Ou alors, il faut miser sur la transparence, comme le fait la Banque Triodos, explique Inge Wallays : « La plupart des banques se contentent de publier les dix plus grosses positions de leur portefeuille. Nous, on va plus loin : chaque fonds présente l’ensemble des entreprises qui le composent, de A à Z. On peut cliquer sur chaque nom et découvrir pourquoi Triodos Investment Management a décidé d’investir dans cette entreprise. C’est essentiel de savoir où va son argent. »

Cela dit, cette transparence peut présenter un inconvénient : « Il arrive que vos investissements ne suivent pas forcément les tendances du marché, surtout quand les entreprises non durables affichent de meilleurs résultats que les entreprises durables.
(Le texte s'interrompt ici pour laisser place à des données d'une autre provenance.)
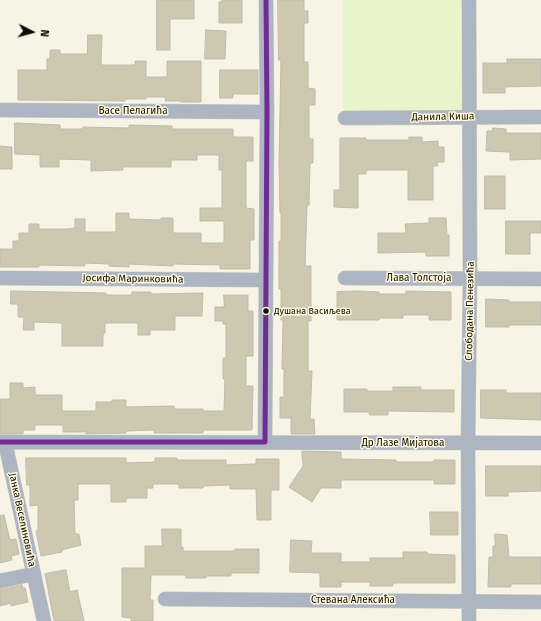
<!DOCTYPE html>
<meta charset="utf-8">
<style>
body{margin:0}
#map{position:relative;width:541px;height:621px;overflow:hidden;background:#f7f4e5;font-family:"Fira Sans",sans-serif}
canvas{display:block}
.north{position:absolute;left:12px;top:12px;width:40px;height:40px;-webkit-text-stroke:3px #fff8dd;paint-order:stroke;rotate:96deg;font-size:11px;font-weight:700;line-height:16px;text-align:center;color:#0f0c03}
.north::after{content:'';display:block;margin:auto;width:14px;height:18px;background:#0f0c03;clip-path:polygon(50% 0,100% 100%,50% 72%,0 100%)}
</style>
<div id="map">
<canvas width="541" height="621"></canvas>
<div class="north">N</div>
</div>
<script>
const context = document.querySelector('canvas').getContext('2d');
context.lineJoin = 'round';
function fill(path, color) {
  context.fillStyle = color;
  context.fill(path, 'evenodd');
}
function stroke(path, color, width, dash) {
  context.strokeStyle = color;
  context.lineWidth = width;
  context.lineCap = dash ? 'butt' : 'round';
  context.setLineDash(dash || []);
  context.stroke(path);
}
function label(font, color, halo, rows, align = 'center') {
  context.font = font + ' "Fira Sans",sans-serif';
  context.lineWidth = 3;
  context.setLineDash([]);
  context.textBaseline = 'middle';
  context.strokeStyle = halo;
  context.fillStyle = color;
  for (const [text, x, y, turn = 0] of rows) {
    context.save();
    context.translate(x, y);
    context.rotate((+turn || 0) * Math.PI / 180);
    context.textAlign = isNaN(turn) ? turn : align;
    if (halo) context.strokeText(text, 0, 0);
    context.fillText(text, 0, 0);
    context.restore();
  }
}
const green = new Path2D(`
 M343,0h119l1,113 -120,1z`);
const building = new Path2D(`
 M157,0h37v19h-24v31h-13z
 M222,0h20v23h-23v-21h3z
 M278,0h26v11h4v12h-4v39h4v26l7,1v16h-6v34h4v24h-3l-1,42h-2l-2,61h6v55h-3v50h4l-2,48h4l1,15h-24v-16h-11v-21h4v-28h-2l1,-49h-2v-31h-2v-48h2v-28h-1l-1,-50 2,-103h-2z
 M206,30l20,1 -1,28h-20z
 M88,35h14l-1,30h34v-4h11v16h21v-16h34v41h-21v-1h-15l1,-4h-20v2h-21v2l-107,-1v-30h29v-11h3v-9h10v4h27z
 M507,59h34v27l-36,1v6h-22v-30h24z
 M220,70h38v24h-25v4h-13z
 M15,123l45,2v4h23v-2l46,1v-3l43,1v3h61v8h20v24h-7v47l8,1v31h-4v29h-30v-4l-47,-1v2l-44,-2v3l-20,-1v-2l-24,-1v3l-46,-1v2h-39v-18h13v-8h6v-8h10v-9h10v5h29l7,-1v-9h10v13h31v-19h13v6l32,1v-2h12v15h28v10h23v-22h-24v-13h22v-38h-3v-15h-22v5h-26v7h-48v3l-32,1v-11l-32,-1v8h-19v-12l-25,-1z
 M493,128l13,1v4h35v26l-31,1v-8l-24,-1 1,-20h5z
 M409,137h13v5l16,-1v6h6v15h-7l1,4h-5v34h-25v-30h-42v4h-8v34l-24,-1v-17h6v-52h26v2h43z
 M0,146l12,1v22h-12z
 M485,176h20v33h-20z
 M429,218h17l1,17h2v21h-23v-4l-48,1v-20h28l-1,-9 24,-1z
 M506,221h35v12h-11v21h-24z
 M11,291l95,2v2h26v-3h19v2l52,-1 -1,23h-27v14h-25v5h-12v-12h-33v10h-2v13h-41v-23l-28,-1v8h-11l1,-13h-6v-13h-7z
 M358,291l21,1v2h27v-3l45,1v28h-22v-5h-26v3h-24v2h-42v-28z
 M224,295h24v16h5v45h-7v30h7l-1,44h-49v3h-49v-3l-28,1v2l-40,1v-2h-23v-7h-28v5h-12v4h-23v-35h10v-16h13v5l12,-1v8h27v16h34v-9h16v-2h14v7l48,-1v3h29v2h21l1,-32h-2v-21h3v-34h-3v-3h-8v-14h9z
 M486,299l23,1v2h32v23h-32v2h-23z
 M393,387h28v3h33v22l-66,-1v4h-18l-1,-3h-25v-23h23v2h26z
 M481,390h25v3h35v27l-60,-2z
 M302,451l39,1v7l55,1v2h38v-2h21v24h-21v-4h-93v8h-20l-9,14 -23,-15 14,-21z
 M26,458h100v5l29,-1v-4h22v2h49v5l30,-1v-5h23v31h-8v30h-14l-1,-31h-26v-4l-27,1v2h-24v-4h-26v4h-6v10h-21v4h-15v-18h-33v16h-4l1,34h4l2,11 -19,5v2l-21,4 -5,-25 2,-1v-25l-8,1v-21h-3z
 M486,466h55v25l-33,1v4h-22z
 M430,512h28v23h-27z
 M4,515l6,25 6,-1 3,15 -8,2 1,4 -12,3v-47z
 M162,529h19v18h2v4h51l1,-2h24v24h-28v3h-25v2h-20v-3h-35l-1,25h3v21h-22v-3l-9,-1v-49h23v-22h17z
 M495,534l12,1 2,22h32v27h-30v3h-23l1,-30h4v-11h2z
 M291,540l21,1 -1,12h30v9h29v-4h33v-6h24v2l28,1v28h-62v3h-23v-4h-29v5h-21v-14l-30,-1z
 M66,570l4,22 7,-2 7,31h-30l-9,-47z
 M22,585l1,3h2l3,14 -17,4v-3l-11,3v-17z`);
const street = new Path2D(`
 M0,110l267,2
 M345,118l196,-1
 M0,278l265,2
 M345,278l196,1
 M0,442l541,1
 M5,442l39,179
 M265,442l2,-330 -1,-112
 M0,581l34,-7
 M165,599l376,3
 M469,621l-1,-178 2,-165 -1,-278`);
const bus1 = new Path2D(`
 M0,442h265l2,-330 -1,-112`);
const markers = [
 [266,311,3.5,"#0f0c03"]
];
const busNames = [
 ["Душана Васиљева",274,311]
];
const streetNames = [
 ["Васе Пелагића",133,111],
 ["Данила Киша",443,117,-1],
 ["Лава Толстоја",419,278],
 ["Јосифа Маринковића",133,279,1],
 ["Слободана Пенезића",470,311,-89],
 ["Др Лазе Мијатова",403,443],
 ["Јанка Веселиновића",22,520,78],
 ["Стевана Алексића",353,600]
];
fill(green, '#e8f5ca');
fill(building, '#cec8b0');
stroke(building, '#bebbaf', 1);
stroke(street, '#d0cec3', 15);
stroke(street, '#acb5c1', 14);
stroke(bus1, '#702c91', 5);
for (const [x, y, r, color] of markers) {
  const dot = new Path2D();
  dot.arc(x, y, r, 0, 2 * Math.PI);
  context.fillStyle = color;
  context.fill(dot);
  stroke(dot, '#fff8dd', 1.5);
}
label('9px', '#0f0c03', '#fff8dd', busNames, 'left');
label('10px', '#0f0c03', '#fff8dd', streetNames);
</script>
Puisque nous n’investissons ni dans l’armement, ni dans l’or, ni dans les institutions financières, il se peut que le rendement soit un peu moins élevé. Et cela ne permet pas de résoudre le problème du fossé d’investissement. Mais au moins, il n’y a pas à s’inquiéter des aspects d’ordre éthique. »
Chris Sugira nuance : « Même si investir dans des entreprises moins durables rapporte plus en ce moment, ce n’est pas ça qui doit primer. À long terme — à condition de pouvoir laisser son argent investi pendant plusieurs années —, les placements durables devraient offrir des rendements équivalents. Et puis, c’est indispensable si on veut miser sur l’éthique. Surtout quand l’alternative, c’est de laisser dormir ses économies sur un compte d’épargne, alors que l’inflation grignote tout doucement le pouvoir d’achat. Au final, les placements durables rapportent toujours plus que de ne rien faire. »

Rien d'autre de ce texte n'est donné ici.